Alternativideen statt Shoppingtempel

KREFELD. Die Jungen Liberalen Krefeld fordern die Stadtverwaltung und die Ratsfraktionen auf, endlich ihre Scheuklappen abzulegen und eine offene Debatte und offene Verhandlungen über ein mögliches Einkaufszentrum zu führen.

Beim heutigen JuLi-Forum konnte Herr Franz-Joseph Greve, Vorsitzender der Werbegemeinschaft Krefeld als Gast begrüßt werden.
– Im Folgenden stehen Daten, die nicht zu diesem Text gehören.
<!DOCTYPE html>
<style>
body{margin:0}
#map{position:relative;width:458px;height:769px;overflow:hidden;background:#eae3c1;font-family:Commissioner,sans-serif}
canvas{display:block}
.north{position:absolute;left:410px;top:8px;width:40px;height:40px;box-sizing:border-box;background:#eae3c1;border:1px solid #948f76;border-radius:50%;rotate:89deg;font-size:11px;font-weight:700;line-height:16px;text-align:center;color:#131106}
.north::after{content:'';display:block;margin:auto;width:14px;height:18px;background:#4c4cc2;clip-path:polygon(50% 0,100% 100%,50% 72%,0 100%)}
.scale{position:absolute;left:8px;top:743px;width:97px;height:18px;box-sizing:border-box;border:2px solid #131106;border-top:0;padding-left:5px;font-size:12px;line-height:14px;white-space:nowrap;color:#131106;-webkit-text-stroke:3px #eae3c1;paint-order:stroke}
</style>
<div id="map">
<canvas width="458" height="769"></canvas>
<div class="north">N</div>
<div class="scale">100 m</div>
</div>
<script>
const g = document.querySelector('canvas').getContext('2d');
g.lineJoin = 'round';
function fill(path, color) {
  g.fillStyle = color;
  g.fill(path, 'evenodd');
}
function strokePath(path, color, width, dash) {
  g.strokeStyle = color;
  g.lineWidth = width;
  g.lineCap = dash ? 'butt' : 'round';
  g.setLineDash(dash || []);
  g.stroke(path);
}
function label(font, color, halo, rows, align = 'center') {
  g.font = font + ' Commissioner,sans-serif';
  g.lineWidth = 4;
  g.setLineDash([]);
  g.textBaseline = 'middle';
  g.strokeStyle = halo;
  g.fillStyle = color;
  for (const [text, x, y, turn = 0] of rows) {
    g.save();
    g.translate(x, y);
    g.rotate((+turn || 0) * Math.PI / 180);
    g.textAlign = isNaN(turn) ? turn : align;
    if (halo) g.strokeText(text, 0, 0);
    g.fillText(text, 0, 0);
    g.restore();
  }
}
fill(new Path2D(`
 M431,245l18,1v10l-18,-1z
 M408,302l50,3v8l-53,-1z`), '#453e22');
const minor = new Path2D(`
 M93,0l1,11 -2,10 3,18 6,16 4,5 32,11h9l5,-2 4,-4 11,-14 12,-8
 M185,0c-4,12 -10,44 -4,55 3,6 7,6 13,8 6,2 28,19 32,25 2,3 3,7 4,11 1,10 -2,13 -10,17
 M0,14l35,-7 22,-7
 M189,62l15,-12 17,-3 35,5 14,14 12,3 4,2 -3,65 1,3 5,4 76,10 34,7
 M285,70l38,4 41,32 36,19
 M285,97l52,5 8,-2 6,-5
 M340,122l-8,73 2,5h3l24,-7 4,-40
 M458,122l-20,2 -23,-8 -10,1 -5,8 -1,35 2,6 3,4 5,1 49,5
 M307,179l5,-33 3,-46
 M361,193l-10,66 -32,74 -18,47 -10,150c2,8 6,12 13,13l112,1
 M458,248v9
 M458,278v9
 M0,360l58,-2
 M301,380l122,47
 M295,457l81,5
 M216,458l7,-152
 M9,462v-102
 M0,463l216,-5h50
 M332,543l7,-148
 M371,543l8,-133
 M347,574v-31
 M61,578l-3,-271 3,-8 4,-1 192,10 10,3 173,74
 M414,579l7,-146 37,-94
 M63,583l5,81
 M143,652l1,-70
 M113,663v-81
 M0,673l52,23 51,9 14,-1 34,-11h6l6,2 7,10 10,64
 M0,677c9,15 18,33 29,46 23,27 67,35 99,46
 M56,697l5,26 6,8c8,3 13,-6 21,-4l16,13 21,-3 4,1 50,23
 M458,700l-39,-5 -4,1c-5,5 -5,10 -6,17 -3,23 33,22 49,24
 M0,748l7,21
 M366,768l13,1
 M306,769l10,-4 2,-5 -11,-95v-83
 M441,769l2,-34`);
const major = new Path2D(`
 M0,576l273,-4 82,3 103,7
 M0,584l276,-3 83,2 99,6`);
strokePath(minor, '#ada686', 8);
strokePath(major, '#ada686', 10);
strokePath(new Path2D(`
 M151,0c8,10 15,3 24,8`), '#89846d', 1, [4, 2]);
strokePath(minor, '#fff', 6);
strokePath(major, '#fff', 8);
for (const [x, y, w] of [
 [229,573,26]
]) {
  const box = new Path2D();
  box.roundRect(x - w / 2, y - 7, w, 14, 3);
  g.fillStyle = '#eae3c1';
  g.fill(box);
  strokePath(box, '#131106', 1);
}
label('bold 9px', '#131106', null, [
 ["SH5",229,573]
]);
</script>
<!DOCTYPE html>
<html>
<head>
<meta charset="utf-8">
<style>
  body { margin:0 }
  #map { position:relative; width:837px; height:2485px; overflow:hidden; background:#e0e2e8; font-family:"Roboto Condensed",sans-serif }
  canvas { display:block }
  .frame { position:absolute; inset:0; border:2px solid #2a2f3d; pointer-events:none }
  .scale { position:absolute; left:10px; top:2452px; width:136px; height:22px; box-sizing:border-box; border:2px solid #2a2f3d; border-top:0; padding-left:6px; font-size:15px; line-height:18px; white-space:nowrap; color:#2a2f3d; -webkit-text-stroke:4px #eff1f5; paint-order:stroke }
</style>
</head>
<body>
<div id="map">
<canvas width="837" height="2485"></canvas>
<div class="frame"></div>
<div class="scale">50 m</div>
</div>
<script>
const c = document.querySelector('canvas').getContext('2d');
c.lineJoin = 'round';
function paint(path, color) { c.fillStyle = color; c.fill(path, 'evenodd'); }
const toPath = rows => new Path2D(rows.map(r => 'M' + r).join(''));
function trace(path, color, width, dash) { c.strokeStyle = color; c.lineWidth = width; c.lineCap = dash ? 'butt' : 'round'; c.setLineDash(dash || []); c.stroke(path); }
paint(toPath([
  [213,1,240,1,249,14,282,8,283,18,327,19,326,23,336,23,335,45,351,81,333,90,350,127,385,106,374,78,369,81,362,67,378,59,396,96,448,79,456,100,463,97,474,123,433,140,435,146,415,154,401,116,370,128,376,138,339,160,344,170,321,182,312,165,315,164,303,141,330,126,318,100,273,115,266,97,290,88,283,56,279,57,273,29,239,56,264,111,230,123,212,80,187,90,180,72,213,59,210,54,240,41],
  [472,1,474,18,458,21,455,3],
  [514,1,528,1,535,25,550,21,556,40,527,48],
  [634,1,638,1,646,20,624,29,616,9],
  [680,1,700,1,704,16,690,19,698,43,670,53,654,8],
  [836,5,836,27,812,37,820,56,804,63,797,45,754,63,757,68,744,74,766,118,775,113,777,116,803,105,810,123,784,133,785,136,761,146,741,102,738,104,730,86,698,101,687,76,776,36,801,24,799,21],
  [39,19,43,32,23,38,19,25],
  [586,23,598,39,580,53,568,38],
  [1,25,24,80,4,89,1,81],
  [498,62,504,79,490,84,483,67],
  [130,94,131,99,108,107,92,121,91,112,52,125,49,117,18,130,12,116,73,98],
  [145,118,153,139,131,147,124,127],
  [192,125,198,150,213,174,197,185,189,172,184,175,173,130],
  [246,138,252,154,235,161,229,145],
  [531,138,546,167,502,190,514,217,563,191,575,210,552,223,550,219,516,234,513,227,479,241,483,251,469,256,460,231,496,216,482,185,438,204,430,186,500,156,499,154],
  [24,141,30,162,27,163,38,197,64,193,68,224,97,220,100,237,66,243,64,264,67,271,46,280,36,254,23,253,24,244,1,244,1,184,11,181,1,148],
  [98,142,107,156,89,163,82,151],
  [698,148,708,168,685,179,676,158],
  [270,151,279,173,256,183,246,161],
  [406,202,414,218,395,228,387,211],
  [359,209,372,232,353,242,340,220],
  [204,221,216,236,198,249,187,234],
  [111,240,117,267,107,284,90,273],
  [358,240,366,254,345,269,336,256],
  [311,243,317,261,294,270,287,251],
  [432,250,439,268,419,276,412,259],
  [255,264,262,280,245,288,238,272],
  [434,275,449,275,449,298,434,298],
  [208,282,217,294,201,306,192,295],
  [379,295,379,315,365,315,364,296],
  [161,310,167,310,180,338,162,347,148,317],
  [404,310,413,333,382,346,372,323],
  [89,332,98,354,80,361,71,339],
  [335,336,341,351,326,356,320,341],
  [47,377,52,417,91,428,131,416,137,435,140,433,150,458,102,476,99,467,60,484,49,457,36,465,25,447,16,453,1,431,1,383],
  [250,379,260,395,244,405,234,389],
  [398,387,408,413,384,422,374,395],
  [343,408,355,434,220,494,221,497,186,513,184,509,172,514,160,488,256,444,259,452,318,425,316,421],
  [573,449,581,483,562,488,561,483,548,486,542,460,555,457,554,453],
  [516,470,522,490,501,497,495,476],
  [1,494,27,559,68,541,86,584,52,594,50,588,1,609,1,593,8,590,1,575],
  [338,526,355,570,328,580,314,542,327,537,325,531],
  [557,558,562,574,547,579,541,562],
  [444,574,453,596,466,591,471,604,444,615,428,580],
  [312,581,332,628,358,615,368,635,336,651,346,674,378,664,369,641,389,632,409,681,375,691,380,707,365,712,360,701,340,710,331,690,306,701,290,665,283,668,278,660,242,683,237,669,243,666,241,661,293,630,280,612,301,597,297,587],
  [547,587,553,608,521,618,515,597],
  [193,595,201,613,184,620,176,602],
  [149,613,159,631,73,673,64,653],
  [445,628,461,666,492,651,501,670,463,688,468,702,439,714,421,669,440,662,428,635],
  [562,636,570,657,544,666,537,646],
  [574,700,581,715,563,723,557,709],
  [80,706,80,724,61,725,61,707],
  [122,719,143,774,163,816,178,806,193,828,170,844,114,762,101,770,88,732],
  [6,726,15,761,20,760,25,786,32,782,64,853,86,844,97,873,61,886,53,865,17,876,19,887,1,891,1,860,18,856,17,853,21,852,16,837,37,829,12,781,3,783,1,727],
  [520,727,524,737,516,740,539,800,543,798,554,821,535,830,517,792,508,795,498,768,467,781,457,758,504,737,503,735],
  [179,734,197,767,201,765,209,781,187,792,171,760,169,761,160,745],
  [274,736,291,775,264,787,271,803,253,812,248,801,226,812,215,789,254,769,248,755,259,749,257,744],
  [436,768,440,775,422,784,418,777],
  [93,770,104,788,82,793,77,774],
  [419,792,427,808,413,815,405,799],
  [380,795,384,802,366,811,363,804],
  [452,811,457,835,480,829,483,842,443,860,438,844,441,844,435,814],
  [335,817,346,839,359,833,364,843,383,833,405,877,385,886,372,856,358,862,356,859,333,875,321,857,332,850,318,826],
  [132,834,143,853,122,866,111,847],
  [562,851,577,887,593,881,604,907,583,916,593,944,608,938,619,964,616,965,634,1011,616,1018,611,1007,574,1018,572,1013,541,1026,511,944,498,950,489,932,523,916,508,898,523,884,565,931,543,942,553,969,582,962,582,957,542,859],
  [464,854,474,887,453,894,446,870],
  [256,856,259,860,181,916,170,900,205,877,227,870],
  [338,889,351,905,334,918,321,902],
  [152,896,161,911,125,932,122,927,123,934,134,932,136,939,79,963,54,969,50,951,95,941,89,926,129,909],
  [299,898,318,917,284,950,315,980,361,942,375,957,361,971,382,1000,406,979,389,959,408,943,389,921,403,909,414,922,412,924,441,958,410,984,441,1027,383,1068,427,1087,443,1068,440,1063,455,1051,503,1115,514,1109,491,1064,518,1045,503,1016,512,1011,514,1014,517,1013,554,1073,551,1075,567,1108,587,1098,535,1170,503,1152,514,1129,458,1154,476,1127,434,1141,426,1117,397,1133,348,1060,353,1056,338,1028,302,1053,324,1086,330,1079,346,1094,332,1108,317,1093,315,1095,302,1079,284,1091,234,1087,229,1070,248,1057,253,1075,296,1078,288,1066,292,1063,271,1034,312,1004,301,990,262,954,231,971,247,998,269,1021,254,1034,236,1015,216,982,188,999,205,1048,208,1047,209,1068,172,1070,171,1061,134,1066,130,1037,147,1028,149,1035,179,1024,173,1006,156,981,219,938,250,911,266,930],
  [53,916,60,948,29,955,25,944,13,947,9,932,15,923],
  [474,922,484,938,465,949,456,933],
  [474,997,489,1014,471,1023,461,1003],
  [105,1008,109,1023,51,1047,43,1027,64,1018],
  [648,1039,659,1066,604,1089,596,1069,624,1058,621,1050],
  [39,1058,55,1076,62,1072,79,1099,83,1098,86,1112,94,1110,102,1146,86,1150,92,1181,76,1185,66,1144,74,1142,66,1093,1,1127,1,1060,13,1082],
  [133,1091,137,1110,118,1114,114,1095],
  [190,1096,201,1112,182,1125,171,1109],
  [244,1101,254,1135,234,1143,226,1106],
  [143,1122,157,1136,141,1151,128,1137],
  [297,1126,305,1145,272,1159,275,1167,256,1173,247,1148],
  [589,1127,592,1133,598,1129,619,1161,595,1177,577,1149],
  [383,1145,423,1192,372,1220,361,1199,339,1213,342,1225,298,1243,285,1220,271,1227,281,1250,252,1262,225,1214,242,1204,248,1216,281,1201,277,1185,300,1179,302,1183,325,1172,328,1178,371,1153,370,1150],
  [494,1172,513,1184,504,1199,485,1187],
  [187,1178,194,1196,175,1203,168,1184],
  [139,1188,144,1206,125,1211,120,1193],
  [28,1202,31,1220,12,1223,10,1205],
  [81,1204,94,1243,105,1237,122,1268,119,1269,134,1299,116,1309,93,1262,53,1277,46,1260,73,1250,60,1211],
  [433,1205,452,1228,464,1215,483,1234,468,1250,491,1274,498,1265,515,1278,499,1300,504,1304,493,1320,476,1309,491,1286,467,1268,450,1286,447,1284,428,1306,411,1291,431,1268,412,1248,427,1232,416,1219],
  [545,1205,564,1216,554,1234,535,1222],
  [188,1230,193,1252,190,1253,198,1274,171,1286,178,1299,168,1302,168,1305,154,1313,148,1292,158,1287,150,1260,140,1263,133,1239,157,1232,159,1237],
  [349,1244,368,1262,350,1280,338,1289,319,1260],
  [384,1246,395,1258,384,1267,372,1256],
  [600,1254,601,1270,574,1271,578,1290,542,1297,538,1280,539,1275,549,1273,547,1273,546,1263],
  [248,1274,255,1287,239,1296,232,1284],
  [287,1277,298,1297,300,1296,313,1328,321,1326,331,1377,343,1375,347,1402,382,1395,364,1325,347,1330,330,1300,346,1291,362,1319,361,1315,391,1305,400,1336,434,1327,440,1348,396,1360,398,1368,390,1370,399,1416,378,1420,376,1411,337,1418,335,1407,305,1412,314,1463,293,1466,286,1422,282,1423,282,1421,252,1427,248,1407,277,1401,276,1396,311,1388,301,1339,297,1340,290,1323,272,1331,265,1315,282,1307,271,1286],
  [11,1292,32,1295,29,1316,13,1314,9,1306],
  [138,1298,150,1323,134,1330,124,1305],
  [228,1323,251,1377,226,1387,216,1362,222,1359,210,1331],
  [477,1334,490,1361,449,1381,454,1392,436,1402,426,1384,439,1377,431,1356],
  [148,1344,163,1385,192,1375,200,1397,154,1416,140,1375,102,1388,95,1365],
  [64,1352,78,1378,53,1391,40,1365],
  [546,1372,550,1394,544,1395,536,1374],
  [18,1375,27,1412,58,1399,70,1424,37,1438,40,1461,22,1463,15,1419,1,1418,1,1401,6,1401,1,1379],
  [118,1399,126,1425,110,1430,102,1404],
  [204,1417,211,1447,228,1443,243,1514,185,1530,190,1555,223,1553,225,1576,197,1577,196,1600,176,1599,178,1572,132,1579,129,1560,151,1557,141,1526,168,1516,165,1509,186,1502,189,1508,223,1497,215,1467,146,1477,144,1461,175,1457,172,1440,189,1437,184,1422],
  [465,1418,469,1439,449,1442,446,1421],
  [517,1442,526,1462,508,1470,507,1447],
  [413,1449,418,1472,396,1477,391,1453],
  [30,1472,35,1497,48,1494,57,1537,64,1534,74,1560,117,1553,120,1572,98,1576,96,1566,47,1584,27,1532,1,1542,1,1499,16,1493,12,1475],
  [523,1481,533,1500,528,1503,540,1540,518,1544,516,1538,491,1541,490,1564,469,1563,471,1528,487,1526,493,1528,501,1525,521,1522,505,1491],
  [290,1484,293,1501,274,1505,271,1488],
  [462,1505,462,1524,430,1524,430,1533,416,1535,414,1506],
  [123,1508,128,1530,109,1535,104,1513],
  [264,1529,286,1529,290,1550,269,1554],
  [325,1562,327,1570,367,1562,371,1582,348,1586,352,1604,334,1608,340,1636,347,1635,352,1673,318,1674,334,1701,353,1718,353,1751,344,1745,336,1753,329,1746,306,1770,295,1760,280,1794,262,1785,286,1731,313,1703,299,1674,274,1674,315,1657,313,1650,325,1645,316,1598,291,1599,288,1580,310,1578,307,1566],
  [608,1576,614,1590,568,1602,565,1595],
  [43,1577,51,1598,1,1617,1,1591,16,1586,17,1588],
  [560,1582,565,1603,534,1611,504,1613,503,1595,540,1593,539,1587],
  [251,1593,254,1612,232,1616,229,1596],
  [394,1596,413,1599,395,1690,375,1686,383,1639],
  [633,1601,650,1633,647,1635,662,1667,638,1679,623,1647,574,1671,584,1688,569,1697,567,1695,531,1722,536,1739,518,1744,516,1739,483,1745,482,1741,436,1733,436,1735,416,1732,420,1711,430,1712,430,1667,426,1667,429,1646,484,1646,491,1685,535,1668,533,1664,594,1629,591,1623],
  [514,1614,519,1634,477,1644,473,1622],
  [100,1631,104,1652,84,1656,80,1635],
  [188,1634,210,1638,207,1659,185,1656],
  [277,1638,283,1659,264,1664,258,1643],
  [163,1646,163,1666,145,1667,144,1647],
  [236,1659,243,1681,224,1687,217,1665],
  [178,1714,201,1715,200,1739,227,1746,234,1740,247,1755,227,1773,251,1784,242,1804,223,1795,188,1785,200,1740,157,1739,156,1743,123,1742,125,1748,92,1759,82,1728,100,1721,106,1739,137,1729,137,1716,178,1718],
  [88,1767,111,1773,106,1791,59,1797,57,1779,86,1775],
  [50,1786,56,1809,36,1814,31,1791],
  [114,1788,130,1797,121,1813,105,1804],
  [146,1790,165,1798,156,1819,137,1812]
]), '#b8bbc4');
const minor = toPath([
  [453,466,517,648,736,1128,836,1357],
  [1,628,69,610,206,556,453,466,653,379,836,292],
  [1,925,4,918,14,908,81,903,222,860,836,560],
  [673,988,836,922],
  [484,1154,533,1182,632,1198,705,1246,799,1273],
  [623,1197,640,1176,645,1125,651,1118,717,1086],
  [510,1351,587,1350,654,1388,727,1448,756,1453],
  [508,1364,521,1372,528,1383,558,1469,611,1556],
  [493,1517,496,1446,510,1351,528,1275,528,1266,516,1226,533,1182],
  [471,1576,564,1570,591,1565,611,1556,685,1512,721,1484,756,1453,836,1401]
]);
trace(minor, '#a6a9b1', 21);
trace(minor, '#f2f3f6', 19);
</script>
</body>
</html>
Aus einer ansprechenden Diskussion über den Einkaufsstandort Krefeld, besonders in Hinblick auf die Gebäudesituation des Kaufhofs am Ostwall, ergaben sich für die JuLis einige interessante Ansätze.

Die Krefelder Innenstadt darf nicht autark betrachtet werden, sondern muss in einem Kontext zur gesamten Stadt und ihren einzelnen Vierteln, der Verkehrsanbindung in andere rheinländische Städte, aber auch zur demographischen Entwicklung und dadurch bedingten Bedarfs- und Kaufkraftveränderungen stehen. Auf eine langfristige Strategie statt Entscheidungen aus Reflex sollte der Fokus bei diesem Thema gelegt werden.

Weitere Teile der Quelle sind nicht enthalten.